### The task
Using the data below, show every line where the word "hidden" occurs.

### Recorded information
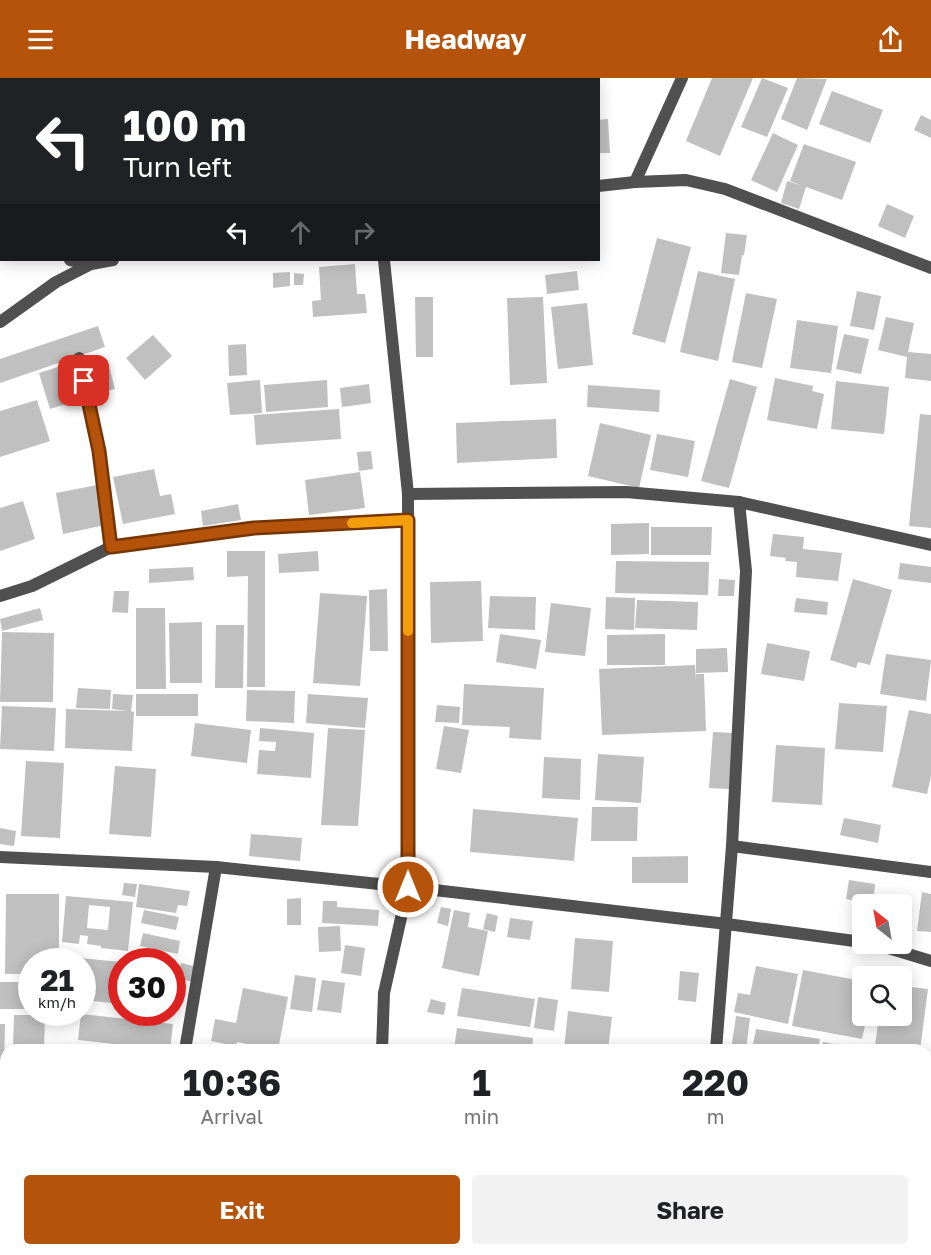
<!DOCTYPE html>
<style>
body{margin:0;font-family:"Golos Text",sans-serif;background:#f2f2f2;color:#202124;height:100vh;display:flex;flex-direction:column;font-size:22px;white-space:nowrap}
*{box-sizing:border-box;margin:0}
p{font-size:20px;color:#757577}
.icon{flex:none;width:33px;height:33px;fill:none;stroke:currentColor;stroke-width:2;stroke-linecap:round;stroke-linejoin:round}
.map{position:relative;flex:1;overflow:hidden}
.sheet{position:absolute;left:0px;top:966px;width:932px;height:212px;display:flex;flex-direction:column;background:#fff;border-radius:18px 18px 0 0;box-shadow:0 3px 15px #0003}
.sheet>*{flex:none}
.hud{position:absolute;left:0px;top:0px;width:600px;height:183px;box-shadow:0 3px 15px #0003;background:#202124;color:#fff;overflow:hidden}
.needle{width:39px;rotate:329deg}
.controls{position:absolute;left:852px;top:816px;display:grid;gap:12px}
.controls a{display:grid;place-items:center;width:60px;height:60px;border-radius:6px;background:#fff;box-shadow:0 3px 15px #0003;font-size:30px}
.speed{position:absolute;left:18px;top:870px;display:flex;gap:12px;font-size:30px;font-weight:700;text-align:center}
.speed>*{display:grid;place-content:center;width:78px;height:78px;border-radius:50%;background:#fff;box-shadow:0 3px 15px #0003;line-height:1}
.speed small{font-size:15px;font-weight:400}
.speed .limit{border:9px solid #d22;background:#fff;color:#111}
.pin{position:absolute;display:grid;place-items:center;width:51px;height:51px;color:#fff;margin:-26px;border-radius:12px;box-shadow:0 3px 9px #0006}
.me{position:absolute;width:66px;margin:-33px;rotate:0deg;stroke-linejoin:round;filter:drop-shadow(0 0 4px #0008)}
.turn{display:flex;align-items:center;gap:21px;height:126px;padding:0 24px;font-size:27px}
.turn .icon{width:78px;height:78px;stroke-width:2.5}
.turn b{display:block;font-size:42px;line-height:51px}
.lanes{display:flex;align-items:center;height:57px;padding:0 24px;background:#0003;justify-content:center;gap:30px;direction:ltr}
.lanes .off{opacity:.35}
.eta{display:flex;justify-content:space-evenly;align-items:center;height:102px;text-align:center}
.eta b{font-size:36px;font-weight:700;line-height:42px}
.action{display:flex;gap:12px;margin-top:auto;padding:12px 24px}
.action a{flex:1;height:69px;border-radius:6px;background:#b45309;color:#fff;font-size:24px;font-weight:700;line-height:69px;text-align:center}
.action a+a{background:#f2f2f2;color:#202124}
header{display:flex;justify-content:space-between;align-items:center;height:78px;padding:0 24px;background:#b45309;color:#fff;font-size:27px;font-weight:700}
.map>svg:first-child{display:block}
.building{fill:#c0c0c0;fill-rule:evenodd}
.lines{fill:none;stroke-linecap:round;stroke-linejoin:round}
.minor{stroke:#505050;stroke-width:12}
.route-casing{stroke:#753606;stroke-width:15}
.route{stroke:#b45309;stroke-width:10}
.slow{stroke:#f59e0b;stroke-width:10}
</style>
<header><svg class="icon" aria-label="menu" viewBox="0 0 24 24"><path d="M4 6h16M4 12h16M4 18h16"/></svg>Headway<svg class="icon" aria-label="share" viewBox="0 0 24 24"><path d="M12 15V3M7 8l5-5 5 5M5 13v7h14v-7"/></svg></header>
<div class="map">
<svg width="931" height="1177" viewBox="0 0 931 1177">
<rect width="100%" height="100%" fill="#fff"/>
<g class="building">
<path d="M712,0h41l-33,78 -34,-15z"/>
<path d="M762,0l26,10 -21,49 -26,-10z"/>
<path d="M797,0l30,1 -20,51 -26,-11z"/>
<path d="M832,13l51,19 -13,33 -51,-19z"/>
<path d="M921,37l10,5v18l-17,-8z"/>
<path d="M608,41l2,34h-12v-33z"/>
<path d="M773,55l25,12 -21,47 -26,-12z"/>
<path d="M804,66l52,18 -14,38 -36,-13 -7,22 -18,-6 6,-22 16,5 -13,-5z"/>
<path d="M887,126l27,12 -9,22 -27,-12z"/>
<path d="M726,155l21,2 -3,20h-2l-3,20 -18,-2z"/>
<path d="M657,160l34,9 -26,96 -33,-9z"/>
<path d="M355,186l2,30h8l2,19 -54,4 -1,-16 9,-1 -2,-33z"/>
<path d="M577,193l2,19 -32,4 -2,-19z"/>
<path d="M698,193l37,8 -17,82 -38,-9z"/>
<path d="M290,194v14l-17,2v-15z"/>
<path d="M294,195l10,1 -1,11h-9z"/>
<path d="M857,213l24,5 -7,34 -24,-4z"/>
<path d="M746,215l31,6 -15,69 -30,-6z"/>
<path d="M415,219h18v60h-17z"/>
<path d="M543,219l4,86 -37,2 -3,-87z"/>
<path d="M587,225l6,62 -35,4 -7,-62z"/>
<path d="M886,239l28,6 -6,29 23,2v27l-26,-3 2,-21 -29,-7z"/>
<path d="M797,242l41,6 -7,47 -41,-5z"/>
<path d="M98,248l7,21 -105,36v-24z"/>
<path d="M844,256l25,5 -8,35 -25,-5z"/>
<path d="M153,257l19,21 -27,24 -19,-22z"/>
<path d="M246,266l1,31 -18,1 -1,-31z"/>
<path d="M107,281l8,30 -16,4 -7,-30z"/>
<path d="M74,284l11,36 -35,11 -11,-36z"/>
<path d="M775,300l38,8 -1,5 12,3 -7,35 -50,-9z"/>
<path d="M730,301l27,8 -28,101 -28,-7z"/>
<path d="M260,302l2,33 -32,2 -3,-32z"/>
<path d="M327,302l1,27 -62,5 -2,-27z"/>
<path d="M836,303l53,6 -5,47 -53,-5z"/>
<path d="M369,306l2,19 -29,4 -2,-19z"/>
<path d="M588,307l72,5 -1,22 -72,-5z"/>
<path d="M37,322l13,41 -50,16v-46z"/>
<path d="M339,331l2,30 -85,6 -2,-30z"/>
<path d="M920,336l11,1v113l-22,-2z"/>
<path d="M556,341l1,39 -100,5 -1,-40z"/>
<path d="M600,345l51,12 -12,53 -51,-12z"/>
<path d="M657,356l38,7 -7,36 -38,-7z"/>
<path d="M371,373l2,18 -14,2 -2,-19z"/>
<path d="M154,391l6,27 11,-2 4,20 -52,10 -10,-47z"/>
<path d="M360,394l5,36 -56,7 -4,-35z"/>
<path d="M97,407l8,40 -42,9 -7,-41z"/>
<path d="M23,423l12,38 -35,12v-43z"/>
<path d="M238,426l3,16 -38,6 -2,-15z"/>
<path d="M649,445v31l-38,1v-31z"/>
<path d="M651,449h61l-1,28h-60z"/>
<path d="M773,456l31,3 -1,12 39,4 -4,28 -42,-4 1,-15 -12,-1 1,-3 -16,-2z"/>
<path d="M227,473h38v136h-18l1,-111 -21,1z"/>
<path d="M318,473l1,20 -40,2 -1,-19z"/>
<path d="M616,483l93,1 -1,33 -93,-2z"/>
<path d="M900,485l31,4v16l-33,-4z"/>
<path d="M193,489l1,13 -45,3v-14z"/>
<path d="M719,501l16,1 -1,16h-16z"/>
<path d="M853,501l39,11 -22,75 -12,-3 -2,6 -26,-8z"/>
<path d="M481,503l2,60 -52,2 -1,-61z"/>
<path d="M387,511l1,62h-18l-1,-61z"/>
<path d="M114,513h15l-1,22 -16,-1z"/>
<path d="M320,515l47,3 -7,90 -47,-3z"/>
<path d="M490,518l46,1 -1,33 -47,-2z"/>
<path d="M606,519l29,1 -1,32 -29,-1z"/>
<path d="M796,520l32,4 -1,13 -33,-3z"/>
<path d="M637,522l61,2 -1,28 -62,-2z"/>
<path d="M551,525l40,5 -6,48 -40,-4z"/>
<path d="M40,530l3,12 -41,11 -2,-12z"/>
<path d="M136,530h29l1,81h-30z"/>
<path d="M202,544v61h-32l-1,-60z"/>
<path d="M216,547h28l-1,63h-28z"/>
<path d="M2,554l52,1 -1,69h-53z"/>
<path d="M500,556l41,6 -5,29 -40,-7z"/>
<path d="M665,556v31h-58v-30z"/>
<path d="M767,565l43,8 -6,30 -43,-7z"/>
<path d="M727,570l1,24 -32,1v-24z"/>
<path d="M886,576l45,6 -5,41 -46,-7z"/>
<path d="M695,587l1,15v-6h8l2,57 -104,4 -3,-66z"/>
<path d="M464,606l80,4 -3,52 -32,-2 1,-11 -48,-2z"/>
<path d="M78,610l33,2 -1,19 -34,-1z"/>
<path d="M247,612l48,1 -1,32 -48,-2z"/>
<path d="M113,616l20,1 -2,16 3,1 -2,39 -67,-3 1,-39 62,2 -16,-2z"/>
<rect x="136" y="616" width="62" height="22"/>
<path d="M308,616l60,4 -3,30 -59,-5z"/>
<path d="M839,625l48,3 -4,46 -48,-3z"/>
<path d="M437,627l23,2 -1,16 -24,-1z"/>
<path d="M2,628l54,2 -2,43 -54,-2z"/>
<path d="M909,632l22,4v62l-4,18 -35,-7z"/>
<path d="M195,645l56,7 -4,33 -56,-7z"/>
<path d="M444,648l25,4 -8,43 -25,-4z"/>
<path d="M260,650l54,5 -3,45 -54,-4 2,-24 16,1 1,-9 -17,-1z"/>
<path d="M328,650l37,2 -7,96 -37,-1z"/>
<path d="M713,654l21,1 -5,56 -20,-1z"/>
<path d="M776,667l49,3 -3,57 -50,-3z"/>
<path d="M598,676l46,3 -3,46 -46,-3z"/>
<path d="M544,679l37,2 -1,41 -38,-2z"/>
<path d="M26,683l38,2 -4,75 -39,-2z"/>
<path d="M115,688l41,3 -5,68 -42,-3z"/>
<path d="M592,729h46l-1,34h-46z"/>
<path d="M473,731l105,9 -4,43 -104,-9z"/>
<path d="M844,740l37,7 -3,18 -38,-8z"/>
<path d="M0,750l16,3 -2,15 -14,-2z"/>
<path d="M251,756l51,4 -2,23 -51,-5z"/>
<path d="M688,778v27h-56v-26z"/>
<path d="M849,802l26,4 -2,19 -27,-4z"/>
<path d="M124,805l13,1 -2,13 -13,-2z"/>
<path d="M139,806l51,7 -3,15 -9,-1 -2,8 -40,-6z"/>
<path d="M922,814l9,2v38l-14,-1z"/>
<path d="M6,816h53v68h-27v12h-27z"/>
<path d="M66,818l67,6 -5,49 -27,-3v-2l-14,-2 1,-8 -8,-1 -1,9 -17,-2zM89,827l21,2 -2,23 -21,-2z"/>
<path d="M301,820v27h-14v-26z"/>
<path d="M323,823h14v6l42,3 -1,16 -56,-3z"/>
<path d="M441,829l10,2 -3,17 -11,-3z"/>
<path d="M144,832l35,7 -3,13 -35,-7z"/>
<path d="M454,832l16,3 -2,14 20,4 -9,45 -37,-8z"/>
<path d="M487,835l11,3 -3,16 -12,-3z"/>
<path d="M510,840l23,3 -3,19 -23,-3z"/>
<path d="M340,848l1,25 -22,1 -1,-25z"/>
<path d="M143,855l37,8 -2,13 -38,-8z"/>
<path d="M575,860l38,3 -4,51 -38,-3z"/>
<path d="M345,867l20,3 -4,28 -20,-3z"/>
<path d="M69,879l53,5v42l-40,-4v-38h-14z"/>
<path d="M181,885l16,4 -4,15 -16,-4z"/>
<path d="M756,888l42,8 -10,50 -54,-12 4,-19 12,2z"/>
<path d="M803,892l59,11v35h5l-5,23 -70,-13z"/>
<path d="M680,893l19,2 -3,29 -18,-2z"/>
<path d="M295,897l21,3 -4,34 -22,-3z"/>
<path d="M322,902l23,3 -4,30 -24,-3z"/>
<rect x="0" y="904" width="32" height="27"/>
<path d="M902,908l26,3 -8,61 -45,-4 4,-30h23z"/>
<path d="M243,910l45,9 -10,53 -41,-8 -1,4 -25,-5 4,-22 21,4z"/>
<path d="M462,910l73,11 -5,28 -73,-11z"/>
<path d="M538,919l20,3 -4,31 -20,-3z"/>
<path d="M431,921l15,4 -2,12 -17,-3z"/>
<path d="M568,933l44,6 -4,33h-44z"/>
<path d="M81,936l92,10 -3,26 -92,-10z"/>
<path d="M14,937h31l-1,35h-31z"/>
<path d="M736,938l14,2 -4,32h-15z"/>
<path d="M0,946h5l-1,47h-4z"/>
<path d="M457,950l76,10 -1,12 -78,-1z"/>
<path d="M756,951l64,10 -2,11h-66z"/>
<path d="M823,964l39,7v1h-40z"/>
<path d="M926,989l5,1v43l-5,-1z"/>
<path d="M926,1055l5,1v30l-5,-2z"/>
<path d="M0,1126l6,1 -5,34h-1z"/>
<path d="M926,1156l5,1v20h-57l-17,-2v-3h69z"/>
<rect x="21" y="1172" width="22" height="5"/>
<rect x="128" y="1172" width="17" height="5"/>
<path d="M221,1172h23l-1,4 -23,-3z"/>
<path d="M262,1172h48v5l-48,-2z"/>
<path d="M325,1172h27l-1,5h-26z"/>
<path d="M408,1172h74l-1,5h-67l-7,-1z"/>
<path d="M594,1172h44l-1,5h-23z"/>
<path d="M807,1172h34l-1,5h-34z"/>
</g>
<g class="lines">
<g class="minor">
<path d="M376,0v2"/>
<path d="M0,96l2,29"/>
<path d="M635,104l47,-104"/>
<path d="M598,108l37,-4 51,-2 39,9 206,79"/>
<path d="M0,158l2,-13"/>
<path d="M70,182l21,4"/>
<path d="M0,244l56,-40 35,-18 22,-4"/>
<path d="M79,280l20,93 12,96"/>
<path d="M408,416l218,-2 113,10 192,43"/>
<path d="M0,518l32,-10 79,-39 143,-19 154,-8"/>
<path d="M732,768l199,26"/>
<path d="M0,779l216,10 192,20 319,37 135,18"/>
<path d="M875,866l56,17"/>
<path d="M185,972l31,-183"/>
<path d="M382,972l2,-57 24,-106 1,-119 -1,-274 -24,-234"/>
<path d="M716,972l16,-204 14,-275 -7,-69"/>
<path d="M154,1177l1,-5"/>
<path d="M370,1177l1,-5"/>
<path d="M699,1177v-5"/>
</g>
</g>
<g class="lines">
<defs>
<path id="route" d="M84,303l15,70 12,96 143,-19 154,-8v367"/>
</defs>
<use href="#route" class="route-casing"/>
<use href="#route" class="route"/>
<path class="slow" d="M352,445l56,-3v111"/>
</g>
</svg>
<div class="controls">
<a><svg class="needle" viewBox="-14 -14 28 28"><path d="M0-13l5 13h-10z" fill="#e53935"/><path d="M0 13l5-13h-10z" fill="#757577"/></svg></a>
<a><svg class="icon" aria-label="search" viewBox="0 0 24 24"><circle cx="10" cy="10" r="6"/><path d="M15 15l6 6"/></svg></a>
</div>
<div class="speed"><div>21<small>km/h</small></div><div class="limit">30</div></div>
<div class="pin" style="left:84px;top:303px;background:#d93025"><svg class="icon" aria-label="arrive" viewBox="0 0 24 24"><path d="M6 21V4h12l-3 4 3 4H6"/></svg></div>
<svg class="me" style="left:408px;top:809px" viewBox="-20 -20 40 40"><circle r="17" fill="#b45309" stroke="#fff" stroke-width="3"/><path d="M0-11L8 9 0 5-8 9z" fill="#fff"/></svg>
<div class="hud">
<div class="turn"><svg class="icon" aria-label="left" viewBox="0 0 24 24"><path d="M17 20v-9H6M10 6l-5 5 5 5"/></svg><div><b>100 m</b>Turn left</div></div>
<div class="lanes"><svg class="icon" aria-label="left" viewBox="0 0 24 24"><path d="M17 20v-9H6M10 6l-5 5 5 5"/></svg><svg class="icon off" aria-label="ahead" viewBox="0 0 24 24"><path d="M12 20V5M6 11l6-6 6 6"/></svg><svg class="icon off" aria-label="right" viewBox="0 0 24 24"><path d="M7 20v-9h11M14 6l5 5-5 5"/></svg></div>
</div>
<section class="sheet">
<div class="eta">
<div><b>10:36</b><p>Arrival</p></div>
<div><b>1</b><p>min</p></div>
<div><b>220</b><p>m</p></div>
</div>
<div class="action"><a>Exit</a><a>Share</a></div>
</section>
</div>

### Solution for this task
.map{position:relative;flex:1;overflow:hidden}
.hud{position:absolute;left:0px;top:0px;width:600px;height:183px;box-shadow:0 3px 15px #0003;background:#202124;color:#fff;overflow:hidden}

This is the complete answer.